“Johnny Got His Gun”: pacifiste mais pas seulement…
Johnny got his gun (1971) (”Johnny s’en va-t-en guerre”) de Donald Trumbo est l’exemple même de l’oeuvre d’art dont la diffusion et la création prennent une dimension historique.
Pour comprendre cette affirmation, il faut resituer les conditions de production de ce film.

Rappellons que celui-ci dépeint la situation d’un soldat de la Première Guerre(Johnny) totalement brisé par un obus, réduit à l’état d’homme-tronc muet sur un lit d’hôpital. Doué de mémoire et de conscience, tentant de communiquer par morse sa volonté d’être euthanasié, Johnny sera condamné à vivre dans le mutisme par l’équipe médicale. La vie n’est plus vécue comme un don divin, mais comme une punition institutionnelle.
Johnny got his gun a d’abord été un livre.
Trumbo, écrivain et scénariste, l’a publié en 1939, à l’aube de la Seconde Guerre. L’oeuvre a eu du succès mais elle est censurée dès l’entrée en guerre des Etas-Unis. Puis, au cours des années 40, Trumbo, devenu suspect avec ses prises de position anti-militaristes, est blacklisté lors de “la chasse aux sorcières”. Il est contraint d’écrire des scénarii sous des pseudonymes et n’est réhabilité que dans les années 60 par Preminger qui inscrit son véritable patronyme au générique d’Exodus pour le scénario. Et ce n’est qu’en 71, en pleine guerre du Vietnam, que ce film paraîtra.
Autrement dit, ce film qui dénonce les horreurs de la guerre aura franchi et concerné tous les cauchemars américains du XXème siècle : la Première Guerre, la Deuxième Guerre, Le Vietnam.
Et on ne peut s’empêcher de penser au XXIème et à l’Irak, tant le message semble actuel.
Ce parallèle est d’autant plus saisissant que l’anti-militarisme rejoint des préoccupations sociales marquées par le socialisme et le rejet de la religion.
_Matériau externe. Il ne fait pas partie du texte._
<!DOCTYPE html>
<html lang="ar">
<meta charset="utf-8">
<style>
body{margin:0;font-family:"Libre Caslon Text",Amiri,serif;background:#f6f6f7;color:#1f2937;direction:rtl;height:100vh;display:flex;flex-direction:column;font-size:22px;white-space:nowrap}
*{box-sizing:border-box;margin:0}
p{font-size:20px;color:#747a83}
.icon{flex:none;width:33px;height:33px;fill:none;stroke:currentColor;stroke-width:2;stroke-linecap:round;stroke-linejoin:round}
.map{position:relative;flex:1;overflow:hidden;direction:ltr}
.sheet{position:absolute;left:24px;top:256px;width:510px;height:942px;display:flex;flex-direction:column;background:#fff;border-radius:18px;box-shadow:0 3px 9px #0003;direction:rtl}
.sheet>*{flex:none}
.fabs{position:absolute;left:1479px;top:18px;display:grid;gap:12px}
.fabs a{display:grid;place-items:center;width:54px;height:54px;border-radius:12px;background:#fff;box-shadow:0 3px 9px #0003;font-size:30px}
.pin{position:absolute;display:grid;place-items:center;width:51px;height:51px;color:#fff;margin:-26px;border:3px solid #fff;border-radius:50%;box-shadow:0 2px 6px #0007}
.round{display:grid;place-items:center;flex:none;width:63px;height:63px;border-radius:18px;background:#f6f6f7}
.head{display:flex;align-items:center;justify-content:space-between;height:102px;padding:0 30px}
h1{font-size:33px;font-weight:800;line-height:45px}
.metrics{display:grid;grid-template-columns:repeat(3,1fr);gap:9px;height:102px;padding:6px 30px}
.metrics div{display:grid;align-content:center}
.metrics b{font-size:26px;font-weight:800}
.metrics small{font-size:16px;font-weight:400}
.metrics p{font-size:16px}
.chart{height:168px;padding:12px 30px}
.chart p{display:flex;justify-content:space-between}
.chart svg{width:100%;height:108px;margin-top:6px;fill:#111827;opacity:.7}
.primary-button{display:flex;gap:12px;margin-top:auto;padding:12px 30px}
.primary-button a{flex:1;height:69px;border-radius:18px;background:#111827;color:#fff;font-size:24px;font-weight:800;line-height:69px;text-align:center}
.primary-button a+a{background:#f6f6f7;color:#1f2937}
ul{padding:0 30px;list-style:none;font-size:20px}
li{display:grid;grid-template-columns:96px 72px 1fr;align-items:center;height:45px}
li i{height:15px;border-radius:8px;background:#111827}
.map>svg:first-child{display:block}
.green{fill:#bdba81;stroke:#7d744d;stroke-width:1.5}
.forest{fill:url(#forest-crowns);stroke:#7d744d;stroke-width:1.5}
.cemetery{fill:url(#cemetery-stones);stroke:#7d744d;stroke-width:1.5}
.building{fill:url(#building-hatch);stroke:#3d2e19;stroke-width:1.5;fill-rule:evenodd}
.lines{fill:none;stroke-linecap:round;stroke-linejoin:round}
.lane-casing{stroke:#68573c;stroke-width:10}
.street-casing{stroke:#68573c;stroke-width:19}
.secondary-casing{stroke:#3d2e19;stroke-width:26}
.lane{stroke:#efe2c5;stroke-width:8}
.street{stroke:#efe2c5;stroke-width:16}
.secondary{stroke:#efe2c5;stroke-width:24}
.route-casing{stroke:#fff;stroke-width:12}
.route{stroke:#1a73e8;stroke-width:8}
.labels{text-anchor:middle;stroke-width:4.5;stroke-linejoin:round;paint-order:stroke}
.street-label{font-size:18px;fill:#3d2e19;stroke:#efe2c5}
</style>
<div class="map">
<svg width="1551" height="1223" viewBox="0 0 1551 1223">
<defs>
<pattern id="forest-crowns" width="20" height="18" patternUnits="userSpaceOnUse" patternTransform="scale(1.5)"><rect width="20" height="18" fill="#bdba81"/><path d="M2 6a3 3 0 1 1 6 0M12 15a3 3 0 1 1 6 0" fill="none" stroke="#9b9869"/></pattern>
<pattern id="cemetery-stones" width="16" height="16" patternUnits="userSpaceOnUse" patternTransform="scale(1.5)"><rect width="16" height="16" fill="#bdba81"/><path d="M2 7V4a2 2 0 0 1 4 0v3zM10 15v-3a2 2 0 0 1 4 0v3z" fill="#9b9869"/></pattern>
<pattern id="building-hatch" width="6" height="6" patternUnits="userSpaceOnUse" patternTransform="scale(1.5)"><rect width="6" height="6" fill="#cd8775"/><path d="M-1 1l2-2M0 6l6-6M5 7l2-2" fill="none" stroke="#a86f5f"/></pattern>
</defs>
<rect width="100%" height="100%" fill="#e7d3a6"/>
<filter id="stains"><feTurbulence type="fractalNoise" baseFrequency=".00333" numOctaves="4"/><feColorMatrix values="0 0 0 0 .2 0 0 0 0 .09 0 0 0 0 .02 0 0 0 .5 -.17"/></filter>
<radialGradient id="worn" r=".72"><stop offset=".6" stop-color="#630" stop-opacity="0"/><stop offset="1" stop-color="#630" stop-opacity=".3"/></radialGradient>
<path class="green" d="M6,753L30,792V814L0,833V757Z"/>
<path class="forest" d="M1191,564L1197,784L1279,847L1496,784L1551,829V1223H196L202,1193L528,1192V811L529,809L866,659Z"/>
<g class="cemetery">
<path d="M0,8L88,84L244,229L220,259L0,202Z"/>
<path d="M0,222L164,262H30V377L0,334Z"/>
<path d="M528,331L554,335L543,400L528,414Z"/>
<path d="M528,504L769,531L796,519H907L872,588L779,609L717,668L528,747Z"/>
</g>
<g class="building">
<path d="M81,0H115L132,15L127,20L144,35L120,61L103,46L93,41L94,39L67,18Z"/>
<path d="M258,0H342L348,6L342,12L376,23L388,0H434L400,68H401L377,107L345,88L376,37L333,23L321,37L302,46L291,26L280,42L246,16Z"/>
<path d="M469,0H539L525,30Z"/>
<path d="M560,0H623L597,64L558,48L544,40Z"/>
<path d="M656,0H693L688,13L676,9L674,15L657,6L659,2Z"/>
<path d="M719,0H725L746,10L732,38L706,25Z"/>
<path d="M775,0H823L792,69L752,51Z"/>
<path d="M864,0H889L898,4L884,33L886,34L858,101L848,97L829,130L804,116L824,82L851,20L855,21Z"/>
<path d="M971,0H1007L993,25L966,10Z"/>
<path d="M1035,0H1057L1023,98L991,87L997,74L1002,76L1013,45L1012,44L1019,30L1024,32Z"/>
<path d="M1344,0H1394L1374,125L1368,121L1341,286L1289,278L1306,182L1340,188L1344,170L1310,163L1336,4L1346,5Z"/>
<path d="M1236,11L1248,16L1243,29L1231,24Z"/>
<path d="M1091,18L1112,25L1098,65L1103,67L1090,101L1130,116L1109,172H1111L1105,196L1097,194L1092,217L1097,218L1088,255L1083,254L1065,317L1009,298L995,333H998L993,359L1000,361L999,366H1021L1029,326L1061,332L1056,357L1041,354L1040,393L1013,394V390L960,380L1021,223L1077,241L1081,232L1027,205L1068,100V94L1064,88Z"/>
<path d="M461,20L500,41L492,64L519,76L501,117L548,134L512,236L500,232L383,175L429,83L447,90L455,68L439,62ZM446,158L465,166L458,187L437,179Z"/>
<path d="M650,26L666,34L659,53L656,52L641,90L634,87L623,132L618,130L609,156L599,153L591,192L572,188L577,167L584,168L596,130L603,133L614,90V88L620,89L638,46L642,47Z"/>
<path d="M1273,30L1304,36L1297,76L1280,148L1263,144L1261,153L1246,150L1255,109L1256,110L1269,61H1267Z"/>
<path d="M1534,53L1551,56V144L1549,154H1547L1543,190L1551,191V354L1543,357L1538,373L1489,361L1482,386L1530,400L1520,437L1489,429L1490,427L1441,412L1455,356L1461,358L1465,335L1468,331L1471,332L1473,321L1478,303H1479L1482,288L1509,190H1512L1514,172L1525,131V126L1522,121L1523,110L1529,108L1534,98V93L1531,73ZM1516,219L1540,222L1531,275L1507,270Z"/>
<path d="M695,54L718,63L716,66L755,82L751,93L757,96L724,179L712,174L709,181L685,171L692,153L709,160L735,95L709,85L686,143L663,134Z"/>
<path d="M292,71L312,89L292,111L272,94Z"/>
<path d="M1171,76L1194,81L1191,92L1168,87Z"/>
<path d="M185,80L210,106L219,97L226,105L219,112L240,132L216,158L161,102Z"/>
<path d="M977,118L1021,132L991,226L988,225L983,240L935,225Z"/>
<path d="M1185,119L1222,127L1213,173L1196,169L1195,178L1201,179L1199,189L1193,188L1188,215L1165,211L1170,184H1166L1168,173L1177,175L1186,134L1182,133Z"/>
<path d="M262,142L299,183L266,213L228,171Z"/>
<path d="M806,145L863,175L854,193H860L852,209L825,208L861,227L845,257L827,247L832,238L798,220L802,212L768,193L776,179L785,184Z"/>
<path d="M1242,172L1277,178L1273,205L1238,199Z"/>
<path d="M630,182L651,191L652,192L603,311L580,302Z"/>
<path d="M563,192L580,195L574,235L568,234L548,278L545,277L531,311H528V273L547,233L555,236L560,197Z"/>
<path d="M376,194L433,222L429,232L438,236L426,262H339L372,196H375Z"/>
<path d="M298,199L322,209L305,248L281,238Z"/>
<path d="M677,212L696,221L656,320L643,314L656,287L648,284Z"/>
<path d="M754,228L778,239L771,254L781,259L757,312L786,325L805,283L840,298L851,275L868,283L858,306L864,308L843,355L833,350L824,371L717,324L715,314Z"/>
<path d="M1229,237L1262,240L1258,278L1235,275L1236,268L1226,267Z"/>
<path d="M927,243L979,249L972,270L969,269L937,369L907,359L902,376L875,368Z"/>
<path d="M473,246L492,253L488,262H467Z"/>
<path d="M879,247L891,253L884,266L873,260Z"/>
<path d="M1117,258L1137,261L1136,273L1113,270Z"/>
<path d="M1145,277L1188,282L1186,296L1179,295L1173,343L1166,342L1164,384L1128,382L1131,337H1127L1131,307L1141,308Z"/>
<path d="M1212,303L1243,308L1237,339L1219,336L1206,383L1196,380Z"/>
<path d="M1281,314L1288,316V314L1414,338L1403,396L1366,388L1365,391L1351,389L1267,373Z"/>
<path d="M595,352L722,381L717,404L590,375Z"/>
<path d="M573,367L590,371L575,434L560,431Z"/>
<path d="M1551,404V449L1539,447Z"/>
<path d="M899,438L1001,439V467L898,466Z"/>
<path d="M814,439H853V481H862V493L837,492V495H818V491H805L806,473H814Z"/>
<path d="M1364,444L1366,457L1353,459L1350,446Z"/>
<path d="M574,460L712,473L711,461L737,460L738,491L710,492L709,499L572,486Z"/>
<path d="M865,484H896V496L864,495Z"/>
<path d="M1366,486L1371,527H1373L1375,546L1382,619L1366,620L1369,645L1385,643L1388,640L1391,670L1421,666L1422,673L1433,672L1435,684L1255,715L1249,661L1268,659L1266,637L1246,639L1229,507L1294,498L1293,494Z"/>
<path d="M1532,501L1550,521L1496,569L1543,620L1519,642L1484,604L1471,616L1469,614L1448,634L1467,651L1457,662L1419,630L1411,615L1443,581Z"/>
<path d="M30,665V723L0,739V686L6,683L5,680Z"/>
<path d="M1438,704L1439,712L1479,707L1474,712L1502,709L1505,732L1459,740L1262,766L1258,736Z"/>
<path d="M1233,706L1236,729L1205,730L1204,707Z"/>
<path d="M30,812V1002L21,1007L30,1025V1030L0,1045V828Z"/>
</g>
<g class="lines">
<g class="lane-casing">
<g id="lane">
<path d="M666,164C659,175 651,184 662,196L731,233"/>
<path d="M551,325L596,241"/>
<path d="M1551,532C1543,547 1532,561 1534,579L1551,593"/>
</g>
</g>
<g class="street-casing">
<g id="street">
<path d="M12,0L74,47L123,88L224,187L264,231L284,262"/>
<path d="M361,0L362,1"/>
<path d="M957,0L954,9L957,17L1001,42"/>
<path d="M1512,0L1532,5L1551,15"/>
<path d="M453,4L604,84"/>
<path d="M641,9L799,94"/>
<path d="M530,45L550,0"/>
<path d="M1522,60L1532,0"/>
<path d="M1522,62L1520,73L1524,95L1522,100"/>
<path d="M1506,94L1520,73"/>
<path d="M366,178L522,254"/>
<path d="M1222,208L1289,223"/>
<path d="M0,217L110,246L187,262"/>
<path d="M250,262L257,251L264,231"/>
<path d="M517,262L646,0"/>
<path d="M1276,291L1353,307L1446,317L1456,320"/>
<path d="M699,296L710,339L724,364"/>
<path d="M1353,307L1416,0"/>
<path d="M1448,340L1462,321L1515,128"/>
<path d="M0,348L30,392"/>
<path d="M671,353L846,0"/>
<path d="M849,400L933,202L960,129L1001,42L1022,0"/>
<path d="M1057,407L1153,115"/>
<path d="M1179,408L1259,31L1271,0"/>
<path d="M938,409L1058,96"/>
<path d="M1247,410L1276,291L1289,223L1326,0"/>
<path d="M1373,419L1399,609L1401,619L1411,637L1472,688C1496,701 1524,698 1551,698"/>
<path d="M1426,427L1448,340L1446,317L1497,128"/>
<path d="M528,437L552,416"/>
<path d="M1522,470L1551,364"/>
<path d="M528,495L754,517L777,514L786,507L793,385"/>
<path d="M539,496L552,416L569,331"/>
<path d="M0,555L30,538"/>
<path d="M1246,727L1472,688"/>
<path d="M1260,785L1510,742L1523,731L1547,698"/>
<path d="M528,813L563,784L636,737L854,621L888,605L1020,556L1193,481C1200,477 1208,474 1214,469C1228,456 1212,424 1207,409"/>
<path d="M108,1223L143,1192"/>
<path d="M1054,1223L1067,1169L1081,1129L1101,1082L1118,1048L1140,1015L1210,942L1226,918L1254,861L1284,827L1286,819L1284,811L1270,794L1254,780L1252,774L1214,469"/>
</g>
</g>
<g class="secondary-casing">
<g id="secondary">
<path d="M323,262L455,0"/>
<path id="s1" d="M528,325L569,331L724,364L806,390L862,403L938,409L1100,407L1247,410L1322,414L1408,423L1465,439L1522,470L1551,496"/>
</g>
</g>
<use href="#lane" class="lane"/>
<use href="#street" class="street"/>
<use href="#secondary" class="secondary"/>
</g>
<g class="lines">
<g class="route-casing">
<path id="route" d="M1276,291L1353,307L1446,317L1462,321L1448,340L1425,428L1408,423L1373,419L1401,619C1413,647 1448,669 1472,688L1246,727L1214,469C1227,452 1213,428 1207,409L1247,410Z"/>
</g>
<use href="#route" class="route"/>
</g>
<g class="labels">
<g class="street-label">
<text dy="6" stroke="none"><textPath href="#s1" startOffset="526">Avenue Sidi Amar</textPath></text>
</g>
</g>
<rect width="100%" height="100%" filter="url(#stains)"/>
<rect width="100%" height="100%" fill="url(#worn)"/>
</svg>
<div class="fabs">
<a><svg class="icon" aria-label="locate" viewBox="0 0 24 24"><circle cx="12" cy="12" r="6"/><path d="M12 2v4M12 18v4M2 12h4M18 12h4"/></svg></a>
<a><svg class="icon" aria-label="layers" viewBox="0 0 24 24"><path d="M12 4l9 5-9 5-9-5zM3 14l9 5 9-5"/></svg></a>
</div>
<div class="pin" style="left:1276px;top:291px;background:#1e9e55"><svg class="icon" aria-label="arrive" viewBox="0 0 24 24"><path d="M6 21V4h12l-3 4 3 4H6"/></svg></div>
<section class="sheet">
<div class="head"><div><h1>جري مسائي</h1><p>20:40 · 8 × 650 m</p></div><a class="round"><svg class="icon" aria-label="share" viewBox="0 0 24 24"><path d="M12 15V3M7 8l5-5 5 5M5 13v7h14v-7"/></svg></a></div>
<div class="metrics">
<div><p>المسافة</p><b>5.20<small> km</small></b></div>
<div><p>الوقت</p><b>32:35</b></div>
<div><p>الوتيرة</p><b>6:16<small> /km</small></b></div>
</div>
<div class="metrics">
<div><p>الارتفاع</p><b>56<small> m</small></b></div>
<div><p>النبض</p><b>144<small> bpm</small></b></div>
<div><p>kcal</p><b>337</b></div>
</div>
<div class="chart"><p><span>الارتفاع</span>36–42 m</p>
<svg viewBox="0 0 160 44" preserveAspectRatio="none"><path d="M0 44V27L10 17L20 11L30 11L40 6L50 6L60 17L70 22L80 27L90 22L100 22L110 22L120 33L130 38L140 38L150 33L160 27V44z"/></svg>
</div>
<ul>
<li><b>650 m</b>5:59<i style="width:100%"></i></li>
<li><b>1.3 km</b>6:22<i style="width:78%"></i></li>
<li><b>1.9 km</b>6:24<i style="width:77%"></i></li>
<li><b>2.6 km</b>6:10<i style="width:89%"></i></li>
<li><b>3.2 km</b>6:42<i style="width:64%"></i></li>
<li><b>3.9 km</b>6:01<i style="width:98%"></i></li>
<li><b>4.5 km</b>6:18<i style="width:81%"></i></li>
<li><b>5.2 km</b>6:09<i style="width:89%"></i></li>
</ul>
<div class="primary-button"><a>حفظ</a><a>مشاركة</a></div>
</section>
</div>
Johnny est issu d’un milieu ouvrier, croyant et patriote : on lui a appris à croire en l’éternité de l’âme (”la matière n’existe pas, seule l’âme est véritable”), à désirer la Liberté et la Justice (pour le monde entier et à n’importe quel prix), à respecter son Patron et surtout à gagner sa vie sans être une charge pour la collectivité (en morse, il propose aux médecins de le faire embaucher comme monstre dans un cirque, afin de gagner sa vie!).
Autrement dit, le pacifisme de Trumbo n’est pas uniquement militaire : il est une philosophie matérialiste ( le corps et l’érotisme sont au centre du film), sociale (la guerre, c’est un problème de patrons pas d’ouvrier) et familiale ( la figure récurrente du père résigné acceptant le monde tel qu’il est).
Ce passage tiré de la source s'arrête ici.